*Task statement*
Scan the records below, and wherever a line has the word "button", pull it out.

*Information provided*
☆ ☆ ☆ ☆ ☆

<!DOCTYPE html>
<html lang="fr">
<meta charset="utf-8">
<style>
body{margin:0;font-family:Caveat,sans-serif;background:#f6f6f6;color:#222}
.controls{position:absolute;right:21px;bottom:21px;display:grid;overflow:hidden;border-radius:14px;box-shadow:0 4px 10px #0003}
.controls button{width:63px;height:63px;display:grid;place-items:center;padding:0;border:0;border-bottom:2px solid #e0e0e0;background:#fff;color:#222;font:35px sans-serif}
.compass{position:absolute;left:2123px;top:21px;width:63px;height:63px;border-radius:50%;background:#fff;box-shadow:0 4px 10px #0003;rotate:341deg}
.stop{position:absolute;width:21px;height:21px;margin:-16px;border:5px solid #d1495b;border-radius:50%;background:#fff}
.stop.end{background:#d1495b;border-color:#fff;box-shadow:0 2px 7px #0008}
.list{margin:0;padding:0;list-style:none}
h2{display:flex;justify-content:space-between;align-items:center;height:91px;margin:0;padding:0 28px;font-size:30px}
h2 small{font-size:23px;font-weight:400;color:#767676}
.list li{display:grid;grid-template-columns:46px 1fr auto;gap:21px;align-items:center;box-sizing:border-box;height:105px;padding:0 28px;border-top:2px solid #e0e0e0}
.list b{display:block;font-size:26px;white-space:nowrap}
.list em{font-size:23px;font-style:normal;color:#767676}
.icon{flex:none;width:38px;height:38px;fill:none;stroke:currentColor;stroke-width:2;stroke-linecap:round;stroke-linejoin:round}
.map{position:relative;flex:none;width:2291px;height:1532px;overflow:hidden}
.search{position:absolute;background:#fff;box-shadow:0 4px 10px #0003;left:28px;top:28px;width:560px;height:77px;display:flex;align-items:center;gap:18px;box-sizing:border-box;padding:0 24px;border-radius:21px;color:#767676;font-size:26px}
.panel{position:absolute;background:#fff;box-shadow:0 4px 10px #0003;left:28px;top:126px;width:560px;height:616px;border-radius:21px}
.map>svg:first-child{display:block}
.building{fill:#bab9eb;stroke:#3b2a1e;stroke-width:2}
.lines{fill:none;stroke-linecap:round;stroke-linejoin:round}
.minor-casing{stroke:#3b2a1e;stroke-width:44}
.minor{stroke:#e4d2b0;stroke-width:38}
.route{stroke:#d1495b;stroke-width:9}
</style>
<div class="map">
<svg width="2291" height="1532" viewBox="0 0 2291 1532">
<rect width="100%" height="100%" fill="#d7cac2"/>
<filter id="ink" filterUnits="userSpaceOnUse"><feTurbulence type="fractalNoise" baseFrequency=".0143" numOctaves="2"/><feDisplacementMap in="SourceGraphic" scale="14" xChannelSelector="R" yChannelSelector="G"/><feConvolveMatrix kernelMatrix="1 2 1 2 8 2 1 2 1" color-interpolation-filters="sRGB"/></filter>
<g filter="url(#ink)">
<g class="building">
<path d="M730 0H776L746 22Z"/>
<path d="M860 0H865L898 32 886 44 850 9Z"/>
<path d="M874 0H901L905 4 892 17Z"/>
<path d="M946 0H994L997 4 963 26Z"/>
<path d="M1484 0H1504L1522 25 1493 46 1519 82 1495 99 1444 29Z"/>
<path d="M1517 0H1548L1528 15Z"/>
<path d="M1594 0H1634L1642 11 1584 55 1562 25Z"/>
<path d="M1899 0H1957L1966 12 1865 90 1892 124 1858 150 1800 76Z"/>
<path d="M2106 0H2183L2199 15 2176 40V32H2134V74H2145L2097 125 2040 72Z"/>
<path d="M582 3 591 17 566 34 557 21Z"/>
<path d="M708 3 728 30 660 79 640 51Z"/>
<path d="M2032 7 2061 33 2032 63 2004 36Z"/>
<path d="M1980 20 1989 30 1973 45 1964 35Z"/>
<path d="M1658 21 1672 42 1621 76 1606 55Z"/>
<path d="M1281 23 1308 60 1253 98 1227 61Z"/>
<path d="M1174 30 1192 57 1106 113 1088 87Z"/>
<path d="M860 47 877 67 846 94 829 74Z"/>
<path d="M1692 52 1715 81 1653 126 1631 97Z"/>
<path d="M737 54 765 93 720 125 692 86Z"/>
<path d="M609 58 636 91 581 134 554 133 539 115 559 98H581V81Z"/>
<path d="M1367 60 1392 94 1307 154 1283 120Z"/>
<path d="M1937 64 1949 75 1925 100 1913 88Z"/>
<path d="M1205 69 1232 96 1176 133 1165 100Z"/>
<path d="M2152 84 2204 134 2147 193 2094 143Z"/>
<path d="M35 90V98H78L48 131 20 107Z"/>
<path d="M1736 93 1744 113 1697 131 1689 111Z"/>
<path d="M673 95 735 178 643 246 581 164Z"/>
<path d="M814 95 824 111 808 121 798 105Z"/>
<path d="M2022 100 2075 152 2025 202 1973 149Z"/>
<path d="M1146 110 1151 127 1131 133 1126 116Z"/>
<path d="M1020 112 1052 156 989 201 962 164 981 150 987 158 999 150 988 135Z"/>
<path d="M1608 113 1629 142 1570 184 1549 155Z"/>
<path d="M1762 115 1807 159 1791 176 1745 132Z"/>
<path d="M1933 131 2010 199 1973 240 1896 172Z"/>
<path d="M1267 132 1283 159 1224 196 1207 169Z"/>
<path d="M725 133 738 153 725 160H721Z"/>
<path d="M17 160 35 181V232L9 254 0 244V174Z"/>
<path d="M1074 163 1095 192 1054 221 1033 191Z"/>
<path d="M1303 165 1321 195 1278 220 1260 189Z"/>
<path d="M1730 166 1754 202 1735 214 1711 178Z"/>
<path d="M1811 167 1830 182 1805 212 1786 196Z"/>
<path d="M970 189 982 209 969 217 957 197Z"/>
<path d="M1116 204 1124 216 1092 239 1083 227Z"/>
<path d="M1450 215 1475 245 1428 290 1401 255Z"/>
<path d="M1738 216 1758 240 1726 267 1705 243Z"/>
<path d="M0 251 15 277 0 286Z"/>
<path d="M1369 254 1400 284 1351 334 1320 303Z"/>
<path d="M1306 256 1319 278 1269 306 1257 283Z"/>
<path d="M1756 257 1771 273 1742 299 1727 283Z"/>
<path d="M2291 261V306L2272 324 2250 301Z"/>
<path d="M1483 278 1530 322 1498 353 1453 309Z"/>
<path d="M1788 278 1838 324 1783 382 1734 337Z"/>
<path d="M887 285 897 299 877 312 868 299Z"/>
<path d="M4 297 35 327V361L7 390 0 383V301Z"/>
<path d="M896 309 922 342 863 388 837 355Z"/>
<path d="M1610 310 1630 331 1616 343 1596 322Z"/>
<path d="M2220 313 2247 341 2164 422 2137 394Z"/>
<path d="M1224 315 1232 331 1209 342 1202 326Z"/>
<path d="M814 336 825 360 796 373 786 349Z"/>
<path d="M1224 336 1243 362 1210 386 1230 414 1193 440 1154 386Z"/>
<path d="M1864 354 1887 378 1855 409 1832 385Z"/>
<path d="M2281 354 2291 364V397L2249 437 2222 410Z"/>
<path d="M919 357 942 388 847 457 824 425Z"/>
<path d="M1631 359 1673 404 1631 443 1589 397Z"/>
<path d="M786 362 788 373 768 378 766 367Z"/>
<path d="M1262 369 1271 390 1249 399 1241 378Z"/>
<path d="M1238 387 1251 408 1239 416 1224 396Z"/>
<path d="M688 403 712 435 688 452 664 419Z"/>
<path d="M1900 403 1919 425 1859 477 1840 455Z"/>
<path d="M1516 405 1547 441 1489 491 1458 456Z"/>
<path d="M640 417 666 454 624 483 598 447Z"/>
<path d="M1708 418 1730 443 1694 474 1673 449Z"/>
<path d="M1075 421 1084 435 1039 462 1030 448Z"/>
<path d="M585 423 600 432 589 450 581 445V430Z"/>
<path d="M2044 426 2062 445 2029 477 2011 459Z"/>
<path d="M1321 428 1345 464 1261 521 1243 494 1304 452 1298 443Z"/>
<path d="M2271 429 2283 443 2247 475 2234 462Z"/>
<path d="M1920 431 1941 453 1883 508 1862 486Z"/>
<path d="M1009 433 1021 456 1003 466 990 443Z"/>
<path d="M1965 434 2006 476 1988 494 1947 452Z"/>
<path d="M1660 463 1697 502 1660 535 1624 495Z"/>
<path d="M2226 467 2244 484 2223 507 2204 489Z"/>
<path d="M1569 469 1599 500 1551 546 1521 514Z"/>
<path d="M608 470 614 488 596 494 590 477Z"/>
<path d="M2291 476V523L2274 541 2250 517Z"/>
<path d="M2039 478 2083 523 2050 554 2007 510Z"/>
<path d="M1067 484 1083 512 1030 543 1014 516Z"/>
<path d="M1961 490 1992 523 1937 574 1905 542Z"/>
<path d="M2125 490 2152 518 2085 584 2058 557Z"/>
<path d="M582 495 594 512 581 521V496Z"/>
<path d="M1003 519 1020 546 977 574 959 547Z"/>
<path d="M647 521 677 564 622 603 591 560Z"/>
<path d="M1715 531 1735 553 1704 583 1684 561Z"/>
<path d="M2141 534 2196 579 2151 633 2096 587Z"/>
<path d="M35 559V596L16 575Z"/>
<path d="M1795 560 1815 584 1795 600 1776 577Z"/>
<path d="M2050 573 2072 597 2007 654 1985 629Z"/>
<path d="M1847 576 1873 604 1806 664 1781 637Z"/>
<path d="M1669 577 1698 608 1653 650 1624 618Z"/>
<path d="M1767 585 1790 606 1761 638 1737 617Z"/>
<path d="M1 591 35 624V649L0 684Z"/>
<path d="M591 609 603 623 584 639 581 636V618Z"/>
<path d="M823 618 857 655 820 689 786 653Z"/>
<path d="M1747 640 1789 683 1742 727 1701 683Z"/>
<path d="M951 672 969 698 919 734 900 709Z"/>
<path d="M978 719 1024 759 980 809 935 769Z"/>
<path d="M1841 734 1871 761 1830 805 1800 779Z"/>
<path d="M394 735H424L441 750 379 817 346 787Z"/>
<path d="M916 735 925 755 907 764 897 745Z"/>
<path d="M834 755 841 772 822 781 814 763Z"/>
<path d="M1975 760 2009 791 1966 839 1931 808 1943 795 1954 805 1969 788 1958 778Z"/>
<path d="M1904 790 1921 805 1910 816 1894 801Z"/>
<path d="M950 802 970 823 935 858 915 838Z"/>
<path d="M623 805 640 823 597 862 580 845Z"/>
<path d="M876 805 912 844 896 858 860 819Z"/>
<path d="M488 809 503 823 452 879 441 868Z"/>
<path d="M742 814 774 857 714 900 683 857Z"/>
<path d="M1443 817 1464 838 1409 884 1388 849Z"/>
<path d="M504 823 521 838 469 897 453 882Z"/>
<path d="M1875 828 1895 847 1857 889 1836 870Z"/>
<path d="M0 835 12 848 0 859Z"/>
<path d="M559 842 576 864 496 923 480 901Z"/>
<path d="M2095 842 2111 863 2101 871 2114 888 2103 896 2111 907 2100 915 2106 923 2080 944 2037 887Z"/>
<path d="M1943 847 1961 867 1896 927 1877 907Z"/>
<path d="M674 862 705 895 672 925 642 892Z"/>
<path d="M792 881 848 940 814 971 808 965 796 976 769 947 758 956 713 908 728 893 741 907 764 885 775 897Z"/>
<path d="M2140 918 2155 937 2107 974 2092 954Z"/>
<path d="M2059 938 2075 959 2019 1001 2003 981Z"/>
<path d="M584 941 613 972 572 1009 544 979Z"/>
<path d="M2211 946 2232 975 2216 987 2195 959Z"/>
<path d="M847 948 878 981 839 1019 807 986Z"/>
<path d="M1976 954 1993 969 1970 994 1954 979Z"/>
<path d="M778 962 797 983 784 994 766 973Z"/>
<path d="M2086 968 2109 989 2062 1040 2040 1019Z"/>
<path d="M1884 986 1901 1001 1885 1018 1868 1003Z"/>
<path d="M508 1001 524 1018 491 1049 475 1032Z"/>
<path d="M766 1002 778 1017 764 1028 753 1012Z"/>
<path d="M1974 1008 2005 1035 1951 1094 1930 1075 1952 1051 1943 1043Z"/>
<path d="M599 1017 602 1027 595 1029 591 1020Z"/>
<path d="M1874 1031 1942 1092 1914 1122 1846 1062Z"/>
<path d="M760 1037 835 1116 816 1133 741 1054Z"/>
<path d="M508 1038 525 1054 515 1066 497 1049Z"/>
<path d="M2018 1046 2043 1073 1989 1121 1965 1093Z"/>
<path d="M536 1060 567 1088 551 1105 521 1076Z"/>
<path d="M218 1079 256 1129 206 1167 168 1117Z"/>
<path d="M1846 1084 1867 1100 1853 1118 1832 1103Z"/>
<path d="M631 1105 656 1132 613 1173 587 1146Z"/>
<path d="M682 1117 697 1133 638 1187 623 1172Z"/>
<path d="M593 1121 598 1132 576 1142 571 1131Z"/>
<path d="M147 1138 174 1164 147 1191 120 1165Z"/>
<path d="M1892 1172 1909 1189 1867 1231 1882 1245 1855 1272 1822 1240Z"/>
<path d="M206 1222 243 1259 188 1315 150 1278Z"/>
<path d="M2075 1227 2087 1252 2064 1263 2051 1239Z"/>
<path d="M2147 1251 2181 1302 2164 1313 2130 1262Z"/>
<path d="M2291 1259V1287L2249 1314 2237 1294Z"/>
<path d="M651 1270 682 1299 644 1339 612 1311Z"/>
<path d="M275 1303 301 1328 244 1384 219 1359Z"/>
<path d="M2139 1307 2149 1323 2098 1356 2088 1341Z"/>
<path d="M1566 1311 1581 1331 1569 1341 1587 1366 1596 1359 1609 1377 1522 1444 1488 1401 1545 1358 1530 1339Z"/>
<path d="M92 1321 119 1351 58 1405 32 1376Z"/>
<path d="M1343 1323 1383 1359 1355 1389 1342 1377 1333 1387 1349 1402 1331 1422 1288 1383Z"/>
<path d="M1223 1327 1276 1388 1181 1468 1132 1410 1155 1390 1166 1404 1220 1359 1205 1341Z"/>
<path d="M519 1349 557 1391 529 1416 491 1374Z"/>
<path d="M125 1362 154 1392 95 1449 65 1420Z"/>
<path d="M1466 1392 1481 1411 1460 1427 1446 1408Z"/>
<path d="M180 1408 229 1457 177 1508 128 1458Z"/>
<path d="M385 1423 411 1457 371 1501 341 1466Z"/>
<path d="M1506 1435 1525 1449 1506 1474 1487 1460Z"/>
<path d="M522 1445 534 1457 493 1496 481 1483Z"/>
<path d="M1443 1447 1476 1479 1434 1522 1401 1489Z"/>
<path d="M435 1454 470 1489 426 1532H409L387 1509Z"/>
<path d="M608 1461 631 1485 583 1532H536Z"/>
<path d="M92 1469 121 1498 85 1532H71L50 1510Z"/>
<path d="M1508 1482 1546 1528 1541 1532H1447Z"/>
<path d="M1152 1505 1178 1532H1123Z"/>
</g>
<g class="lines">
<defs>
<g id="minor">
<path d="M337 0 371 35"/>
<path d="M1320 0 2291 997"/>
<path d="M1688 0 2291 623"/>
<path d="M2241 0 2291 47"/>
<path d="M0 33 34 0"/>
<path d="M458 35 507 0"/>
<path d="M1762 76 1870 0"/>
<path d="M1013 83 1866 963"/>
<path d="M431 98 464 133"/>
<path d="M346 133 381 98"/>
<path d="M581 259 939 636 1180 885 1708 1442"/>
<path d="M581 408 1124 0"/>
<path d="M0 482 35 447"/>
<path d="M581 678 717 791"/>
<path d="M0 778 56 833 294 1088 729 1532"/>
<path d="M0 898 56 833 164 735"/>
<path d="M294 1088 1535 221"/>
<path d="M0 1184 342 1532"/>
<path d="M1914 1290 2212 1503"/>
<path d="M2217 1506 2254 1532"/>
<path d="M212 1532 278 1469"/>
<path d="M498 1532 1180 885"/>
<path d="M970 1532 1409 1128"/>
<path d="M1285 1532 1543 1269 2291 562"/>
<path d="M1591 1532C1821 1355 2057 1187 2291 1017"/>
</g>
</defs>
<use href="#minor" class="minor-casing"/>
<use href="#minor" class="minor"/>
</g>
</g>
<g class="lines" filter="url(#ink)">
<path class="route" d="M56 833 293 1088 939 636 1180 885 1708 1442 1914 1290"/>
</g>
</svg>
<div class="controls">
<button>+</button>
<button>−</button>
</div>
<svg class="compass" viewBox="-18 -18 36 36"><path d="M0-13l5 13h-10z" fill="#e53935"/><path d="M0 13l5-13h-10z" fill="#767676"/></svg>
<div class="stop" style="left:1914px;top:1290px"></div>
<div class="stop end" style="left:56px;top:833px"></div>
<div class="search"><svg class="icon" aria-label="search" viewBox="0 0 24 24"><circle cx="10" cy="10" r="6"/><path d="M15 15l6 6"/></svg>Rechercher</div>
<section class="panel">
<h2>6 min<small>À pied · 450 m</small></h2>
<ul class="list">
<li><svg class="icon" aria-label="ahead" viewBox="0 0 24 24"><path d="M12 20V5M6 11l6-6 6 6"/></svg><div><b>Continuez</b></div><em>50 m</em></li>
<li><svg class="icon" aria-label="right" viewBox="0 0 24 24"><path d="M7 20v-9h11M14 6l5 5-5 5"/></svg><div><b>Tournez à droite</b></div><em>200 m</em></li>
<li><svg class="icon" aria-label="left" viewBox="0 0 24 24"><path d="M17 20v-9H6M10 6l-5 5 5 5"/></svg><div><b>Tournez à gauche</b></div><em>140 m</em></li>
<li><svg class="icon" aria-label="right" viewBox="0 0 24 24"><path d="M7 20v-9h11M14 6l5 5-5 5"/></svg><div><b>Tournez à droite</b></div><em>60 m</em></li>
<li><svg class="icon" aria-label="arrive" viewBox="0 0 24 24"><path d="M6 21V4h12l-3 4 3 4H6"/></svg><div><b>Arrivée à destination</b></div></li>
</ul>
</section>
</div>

☆ ☆ ☆ ☆ ☆

*Written answer*
.controls button{width:63px;height:63px;display:grid;place-items:center;padding:0;border:0;border-bottom:2px solid #e0e0e0;background:#fff;color:#222;font:35px sans-serif}
<button>+</button>
<button>−</button>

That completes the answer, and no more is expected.